Bundesratswahl zentrales Thema bei Parteien
An mehreren Parteiversammlungen in der Schweiz waren am Samstag die Wahl eines Nachfolgers von Bundesrat Pascal Couchepin am 16. September das zentrale Thema. Die Schweizerische Volkspartei (SVP) machte sich zudem stark für eine Initiative für die Volkswahl des Bundesrats.

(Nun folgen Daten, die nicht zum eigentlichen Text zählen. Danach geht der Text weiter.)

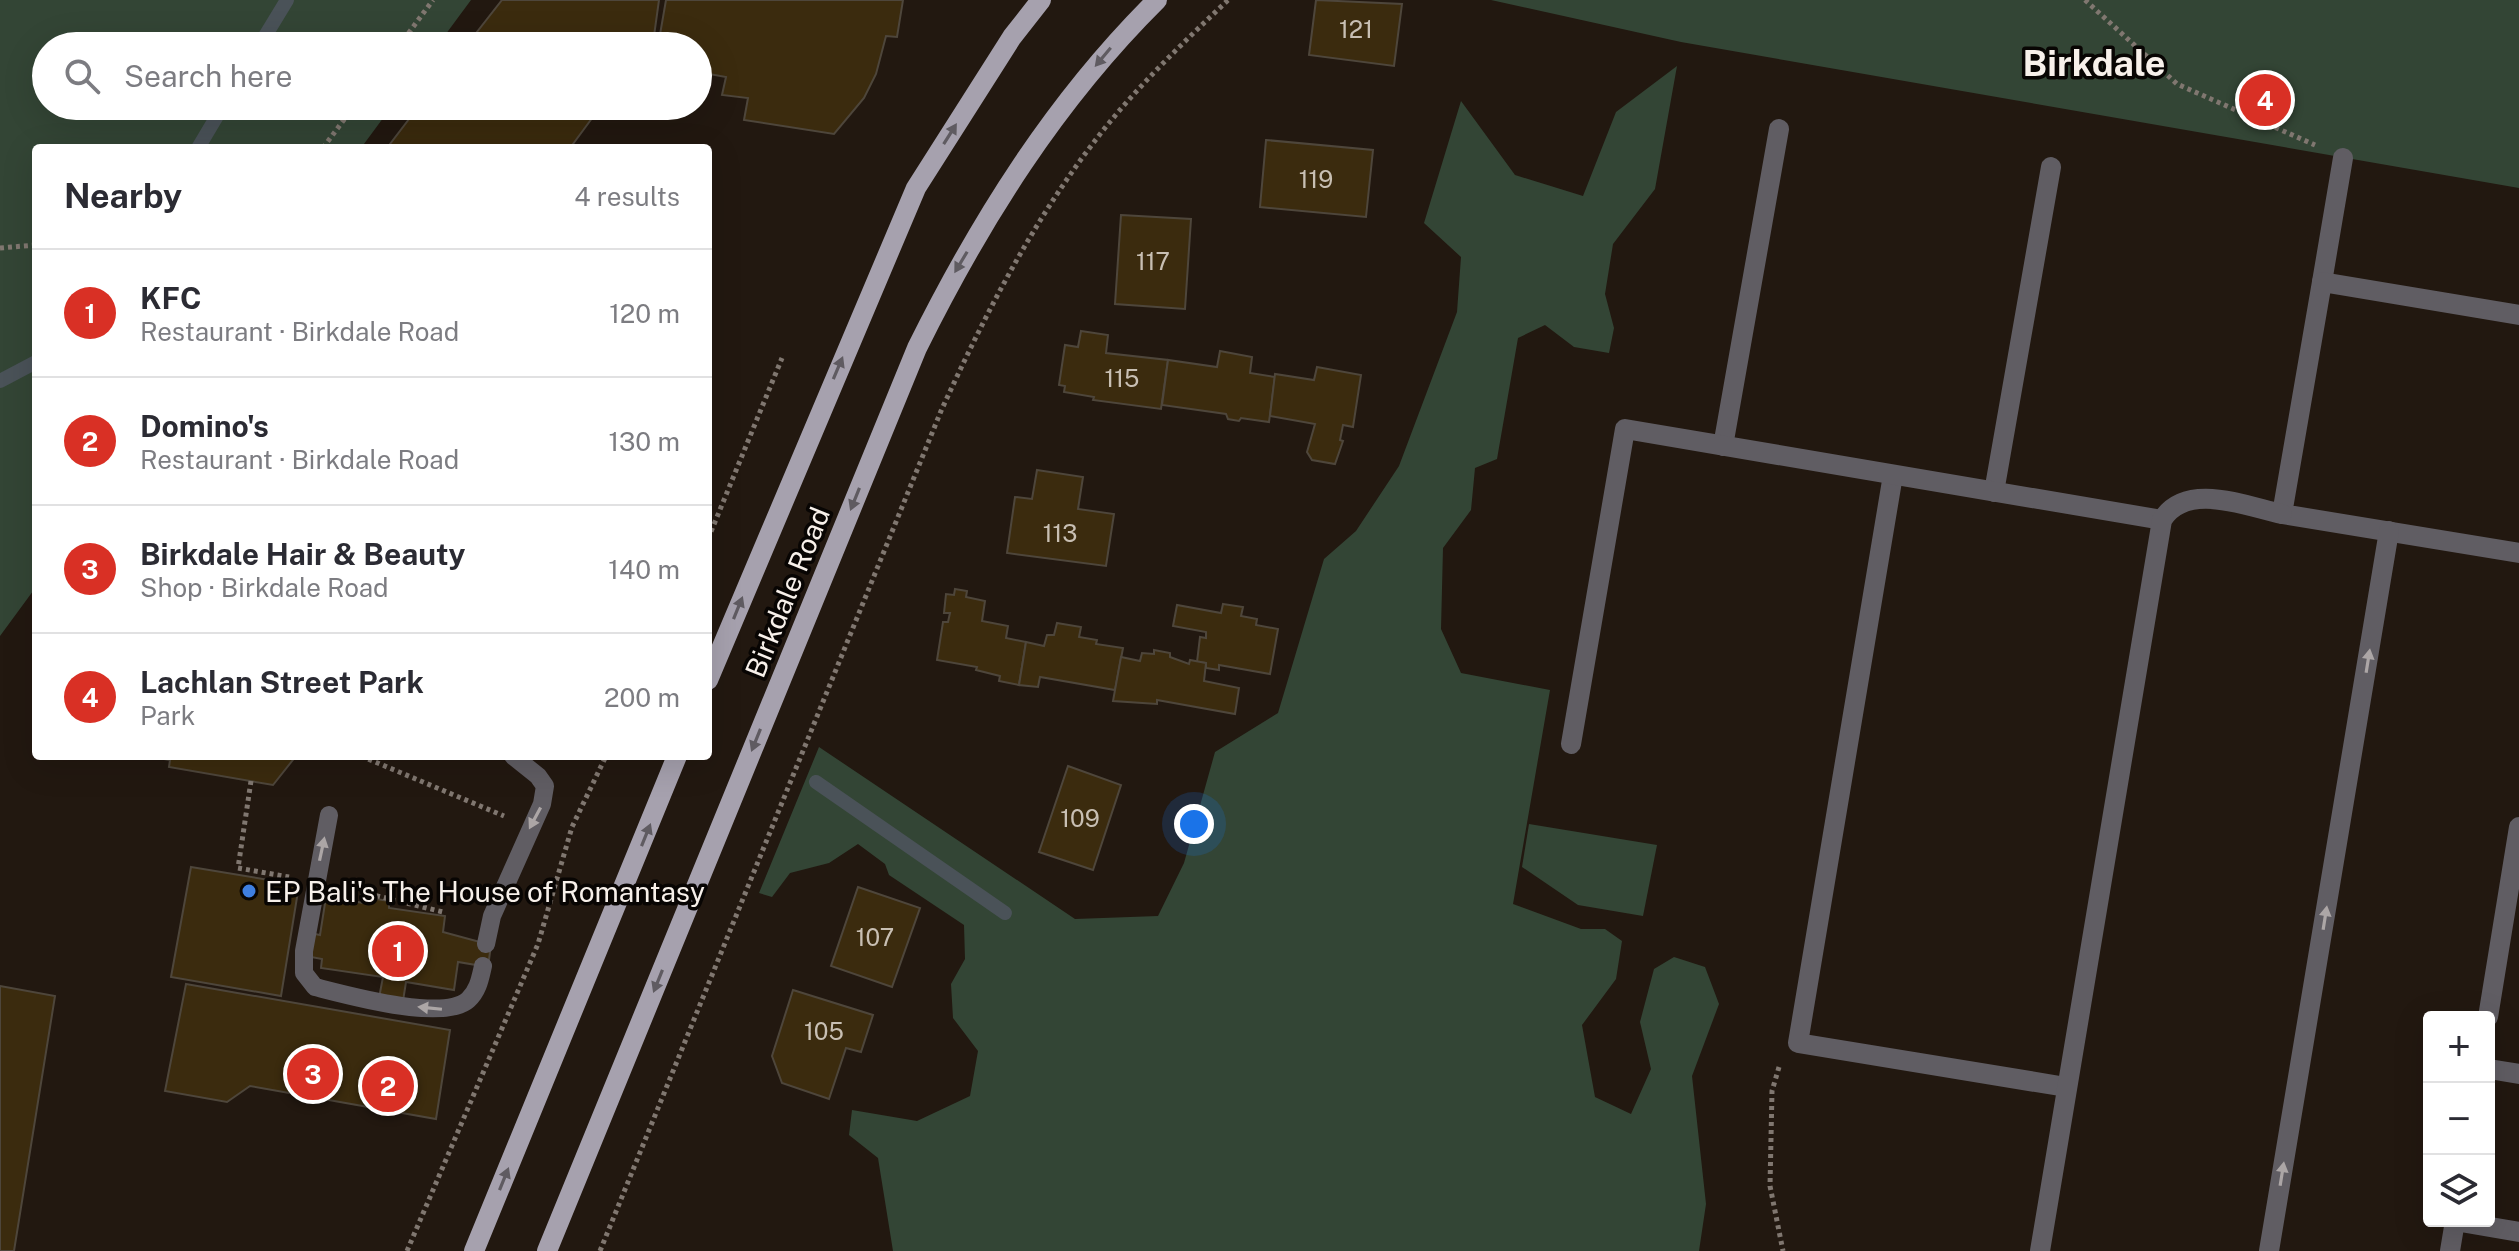 <!DOCTYPE html>
<html lang="en">
<head>
<meta charset="utf-8">
<style>
  body { margin:0; font-family:"Public Sans",sans-serif; background:#f2f2f3; color:#2b2b33 }
  .controls { position:absolute; right:24px; bottom:24px; display:grid; overflow:hidden; border-radius:8px; box-shadow:0 8px 32px #0002 }
  .controls button { width:72px; height:72px; display:grid; place-items:center; padding:0; border:0; border-bottom:2px solid #e1e1e2; background:#fff; color:#2b2b33; font:40px sans-serif }
  .you { position:absolute; left:1194px; top:824px; width:28px; height:28px; margin:-20px; border:6px solid #fff; border-radius:50%; background:#1a73e8; box-shadow:0 0 0 12px #1a73e833 }
  .badge { display:grid; place-items:center; width:52px; height:52px; border-radius:50%; background:#d93025; color:#fff; font-size:26px; font-weight:700 }
  .pin { position:absolute; translate:-50% -50%; border:4px solid #fff; box-shadow:0 2px 8px #0006 }
  .list { margin:0; padding:0; list-style:none }
  h2 { display:flex; justify-content:space-between; align-items:center; height:104px; margin:0; padding:0 32px; font-size:34px }
  h2 small { font-size:26px; font-weight:400; color:#7c7c81 }
  .list li { display:grid; grid-template-columns:52px 1fr auto; gap:24px; align-items:center; box-sizing:border-box; height:128px; padding:0 32px; border-top:2px solid #e1e1e2 }
  .list b { display:block; font-size:30px; white-space:nowrap }
  .list p { margin:0; font-size:26px; white-space:nowrap; color:#7c7c81 }
  .list em { font-size:26px; font-style:normal; color:#7c7c81 }
  .icon { flex:none; width:44px; height:44px; fill:none; stroke:currentColor; stroke-width:2; stroke-linecap:round; stroke-linejoin:round }
  .map { position:relative; flex:none; width:2519px; height:1251px; overflow:hidden }
  .search { position:absolute; background:#fff; box-shadow:0 8px 32px #0002; left:32px; top:32px; width:680px; height:88px; display:flex; align-items:center; gap:20px; box-sizing:border-box; padding:0 28px; border-radius:44px; color:#7c7c81; font-size:30px }
  .panel { position:absolute; background:#fff; box-shadow:0 8px 32px #0002; left:32px; top:144px; width:680px; height:616px; border-radius:8px }
  .map>svg:first-child { display:block }
</style>
</head>
<body>
<div class="map">
<svg width="2519" height="1251" viewBox="0 0 2519 1251">
  <rect width="100%" height="100%" fill="#221810"/>
  <!-- green -->
  <g fill="#334535">
    <polygon points="0,0 471,0 437,46 46,46 46,106 392,106 361,148 36,148 36,587 0,636"/>
    <polygon points="1491,0 2519,0 2519,188 1681,42"/>
    <polygon points="1677,66 1655,189 1613,244 1605,294 1614,328 1609,353 1574,347 1545,325 1518,338 1497,459 1475,468 1471,510 1443,548 1441,629 1461,673 1550,690 1513,904 1581,929 1605,929 1622,941 1616,979 1582,1025 1595,1097 1631,1114 1651,1069 1640,1022 1654,969 1674,957 1705,967 1719,1004 1692,1076 1706,1204 1699,1251 893,1251 878,1158 849,1135 852,1110 917,1121 970,1096 978,1051 953,1018 951,984 965,959 964,925 889,875 885,864 858,844 829,863 790,873 772,897 759,893 819,747 1075,919 1158,916 1184,863 1215,752 1278,713 1324,559 1356,531 1399,466 1457,312 1461,257 1424,223 1461,101 1515,175 1583,196 1616,112"/>
    <polygon points="1529,824 1657,845 1643,916 1578,905 1522,867"/>
  </g>
  <g fill="none" stroke-linecap="round" stroke-linejoin="round">
    <!-- stream -->
    <g stroke="#4a5258" stroke-width="14">
      <polyline points="259,46 287,0"/>
      <polyline points="198,148 223,106"/>
      <polyline points="0,381 36,362"/>
      <polyline points="816,782 1005,913"/>
    </g>
  </g>
  <!-- building -->
  <g fill="#3b2b0e" stroke="#4e463b" stroke-width="2">
    <polygon points="502,0 659,0 654,36 646,46 466,46"/>
    <polygon points="666,0 903,0 897,37 886,36 876,74 864,98 834,134 744,120 748,98 722,95 726,77 698,72 698,46 658,46"/>
    <polygon points="1316,0 1402,4 1394,66 1309,55"/>
    <polygon points="419,106 601,106 570,148 387,148"/>
    <polygon points="1266,140 1373,150 1366,217 1260,207"/>
    <polygon points="1121,215 1191,219 1185,309 1115,304"/>
    <polygon points="1081,331 1108,335 1106,353 1168,360 1161,409 1093,400 1094,397 1064,392 1065,386 1059,385 1065,345 1078,347"/>
    <polygon points="1220,351 1252,357 1250,373 1275,377 1269,422 1241,418 1239,421 1228,419 1226,414 1162,405 1168,360 1217,367"/>
    <polygon points="1317,367 1361,375 1353,427 1343,425 1340,440 1343,441 1335,464 1312,460 1307,452 1315,424 1270,416 1275,374 1314,380"/>
    <polygon points="1037,470 1083,477 1078,509 1114,514 1106,566 1007,553 1015,497 1032,499"/>
    <polygon points="955,589 967,591 966,597 985,601 982,621 1008,626 1006,638 1026,642 1019,685 999,681 1000,676 976,670 977,667 937,660 943,622 948,622 950,613 944,613 946,594 954,595"/>
    <polygon points="1223,604 1243,607 1241,616 1257,619 1256,625 1278,629 1270,674 1219,665 1219,670 1206,668 1206,663 1197,662 1200,637 1206,638 1206,632 1173,626 1177,605 1221,613"/>
    <polygon points="1057,623 1081,627 1079,637 1097,640 1096,644 1123,648 1115,690 1040,677 1038,687 1019,685 1026,642 1044,646 1047,635 1054,635"/>
    <polygon points="1154,650 1170,653 1170,657 1189,664 1190,660 1206,663 1204,681 1239,688 1235,714 1157,700 1157,704 1113,701 1121,657 1140,661 1142,653 1154,654"/>
    <polygon points="146,756 296,756 273,785 169,767 170,760"/>
    <polygon points="1068,766 1121,785 1093,870 1039,852"/>
    <polygon points="191,867 299,885 281,996 171,977"/>
    <polygon points="858,887 920,908 892,987 831,966"/>
    <polygon points="326,897 364,903 364,897 389,901 389,908 445,916 443,932 491,945 488,967 458,962 454,990 406,982 403,1001 379,998 383,977 321,968 322,959 306,956 310,933 320,935"/>
    <polygon points="186,984 450,1030 436,1119 250,1086 227,1102 165,1091"/>
    <polygon points="0,986 55,996 14,1251 0,1251"/>
    <polygon points="793,990 873,1015 861,1052 846,1048 829,1099 782,1083 772,1056"/>
  </g>
  <g fill="none" stroke-linecap="round" stroke-linejoin="round">
    <!-- path -->
    <g stroke="#807770" stroke-width="5" stroke-dasharray="4 4" stroke-linecap="butt">
      <polyline points="2085,0 2177,84 2315,145"/>
      <polyline points="399,46 433,0"/>
      <polyline points="323,148 354,106"/>
      <polyline points="0,248 36,245"/>
      <polyline points="708,539 782,358"/>
      <polyline points="361,756 504,816"/>
      <polyline points="251,781 238,868 289,877"/>
      <polyline points="345,888 443,912"/>
      <polyline points="1779,1067 1772,1091 1770,1186 1783,1251"/>
      <polyline points="407,1251 538,944 572,827 606,756"/>
      <path d="M600,1251l341,-840c46,-101 98,-202 168,-288 36,-44 78,-84 119,-123"/>
    </g>
    <!-- lane -->
    <g stroke="#605d63" stroke-width="18">
      <path d="M329,815l-25,136v22l11,14c32,8 128,35 153,13 10,-9 12,-21 15,-34"/>
      <polyline points="486,944 492,916 542,804 545,786 538,776 513,756"/>
    </g>
    <!-- street -->
    <g stroke="#605d63" stroke-width="20">
      <polyline points="2322,282 2343,158"/>
      <polyline points="2519,315 2322,282 2282,514 2519,553"/>
      <polyline points="1723,446 1779,129"/>
      <polyline points="1893,475 1798,1043 2066,1087"/>
      <polyline points="1994,492 2051,167"/>
      <polyline points="1571,744 1625,429 2162,520"/>
      <polyline points="2488,1017 2519,827"/>
      <polyline points="2489,1069 2519,1074"/>
      <path d="M2040,1251l122,-731c24,-39 83,-14 120,-6"/>
      <polyline points="2269,1251 2389,531"/>
      <polyline points="2450,1251 2455,1221 2519,1232"/>
    </g>
    <!-- primary -->
    <g stroke="#a6a1ae" stroke-width="20">
      <polyline points="708,680 916,188 1012,37 1041,0"/>
      <polyline points="474,1251 677,756"/>
      <path d="M547,1251l370,-903c63,-127 138,-247 240,-348"/>
    </g>
  </g>
  <!-- one-way arrows -->
  <defs><path id="oneway-solid" d="M-6-.8H1V-3.2L6.5 0L1 3.2V.8H-6Z" transform="scale(2)"/></defs>
  <g fill="#5f5b61">
    <use href="#oneway-solid" transform="translate(1103 57) rotate(130)"/>
    <use href="#oneway-solid" transform="translate(950 134) rotate(-58)"/>
    <use href="#oneway-solid" transform="translate(961 262) rotate(121)"/>
    <use href="#oneway-solid" transform="translate(838 368) rotate(-67)"/>
    <use href="#oneway-solid" transform="translate(855 499) rotate(112)"/>
    <use href="#oneway-solid" transform="translate(738 608) rotate(-68)"/>
    <use href="#oneway-solid" transform="translate(756 740) rotate(112)"/>
    <use href="#oneway-solid" transform="translate(646 835) rotate(-68)"/>
    <use href="#oneway-solid" transform="translate(658 981) rotate(112)"/>
    <use href="#oneway-solid" transform="translate(504 1179) rotate(-68)"/>
  </g>
  <g fill="#aca6a6">
    <use href="#oneway-solid" transform="translate(2368 661) rotate(-81)"/>
    <use href="#oneway-solid" transform="translate(535 818) rotate(118)"/>
    <use href="#oneway-solid" transform="translate(322 849) rotate(-78)"/>
    <use href="#oneway-solid" transform="translate(2325 918) rotate(-81)"/>
    <use href="#oneway-solid" transform="translate(430 1008) rotate(-174)"/>
    <use href="#oneway-solid" transform="translate(2282 1174) rotate(-81)"/>
  </g>
  <!-- markers -->
  <circle fill="#3f7fe0" stroke="#080503" stroke-width="3" cx="249" cy="891" r="8"/>
  <g text-anchor="middle" dominant-baseline="central" stroke-width="7" stroke-linejoin="round" paint-order="stroke">
    <!-- number labels -->
    <g font-size="24" fill="#c8bfb3">
      <text x="1356" y="29">121</text>
      <text x="1316" y="179">119</text>
      <text x="1153" y="261">117</text>
      <text x="1122" y="378">115</text>
      <text x="1060" y="533">113</text>
      <text x="1080" y="818">109</text>
      <text x="875" y="937">107</text>
      <text x="824" y="1031">105</text>
    </g>
    <!-- street labels -->
    <g font-size="28" fill="#f7f0ea" stroke="#080503">
      <text transform="translate(787 592) rotate(-68)">Birkdale Road</text>
    </g>
    <!-- poi labels -->
    <g font-size="28" fill="#f7f0ea" stroke="#080503" text-anchor="start">
      <text x="265" y="891">EP Bali's The House of Romantasy</text>
    </g>
    <!-- district labels -->
    <g font-size="36" font-weight="bold" fill="#f7f0ea" stroke="#080503">
      <text x="2094" y="63">Birkdale</text>
    </g>
  </g>
</svg>
<div class="controls">
<button>+</button>
<button>−</button>
<button><svg class="icon" aria-label="layers" viewBox="0 0 24 24"><path d="M12 4l9 5-9 5-9-5zM3 14l9 5 9-5"/></svg></button>
</div>
<div class="you"></div>
<div class="pin badge" style="left:398px;top:951px">1</div>
<div class="pin badge" style="left:388px;top:1086px">2</div>
<div class="pin badge" style="left:313px;top:1074px">3</div>
<div class="pin badge" style="left:2265px;top:100px">4</div>
<div class="search"><svg class="icon" aria-label="search" viewBox="0 0 24 24"><circle cx="10" cy="10" r="6"/><path d="M15 15l6 6"/></svg>Search here</div>
<section class="panel">
<h2>Nearby<small>4 results</small></h2>
<ul class="list">
<li><span class="badge">1</span><div><b>KFC</b><p>Restaurant · Birkdale Road</p></div><em>120 m</em></li>
<li><span class="badge">2</span><div><b>Domino's</b><p>Restaurant · Birkdale Road</p></div><em>130 m</em></li>
<li><span class="badge">3</span><div><b>Birkdale Hair &amp; Beauty</b><p>Shop · Birkdale Road</p></div><em>140 m</em></li>
<li><span class="badge">4</span><div><b>Lachlan Street Park</b><p>Park</p></div><em>200 m</em></li>
</ul>
</section>
</div>
</body>
</html>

Christophe Darbellay, Präsident der Christlichdemokratischen Volkspartei (CVP), verteidigte am Samstag am Parteitag in Genf den Anspruch seiner Partei auf einen zweiten Bundesratssitz. Unverhohlen warb er um die Stimmen von Sozialdemokraten und Grünen.
Die Freisinnig-Liberalen zählt Darbellay ganz klar zur Rechten. Ohne ihn namentlich zu nennen, griff er dabei auch den möglichen Bundesratskandidaten Fulvio Pelli an, den Parteipräsidenten der Freisinnig-Demokratischen Partei (FDP). Pelli gehöre für ihn zum rechten Lager und sei damit für die Linke nicht wählbar.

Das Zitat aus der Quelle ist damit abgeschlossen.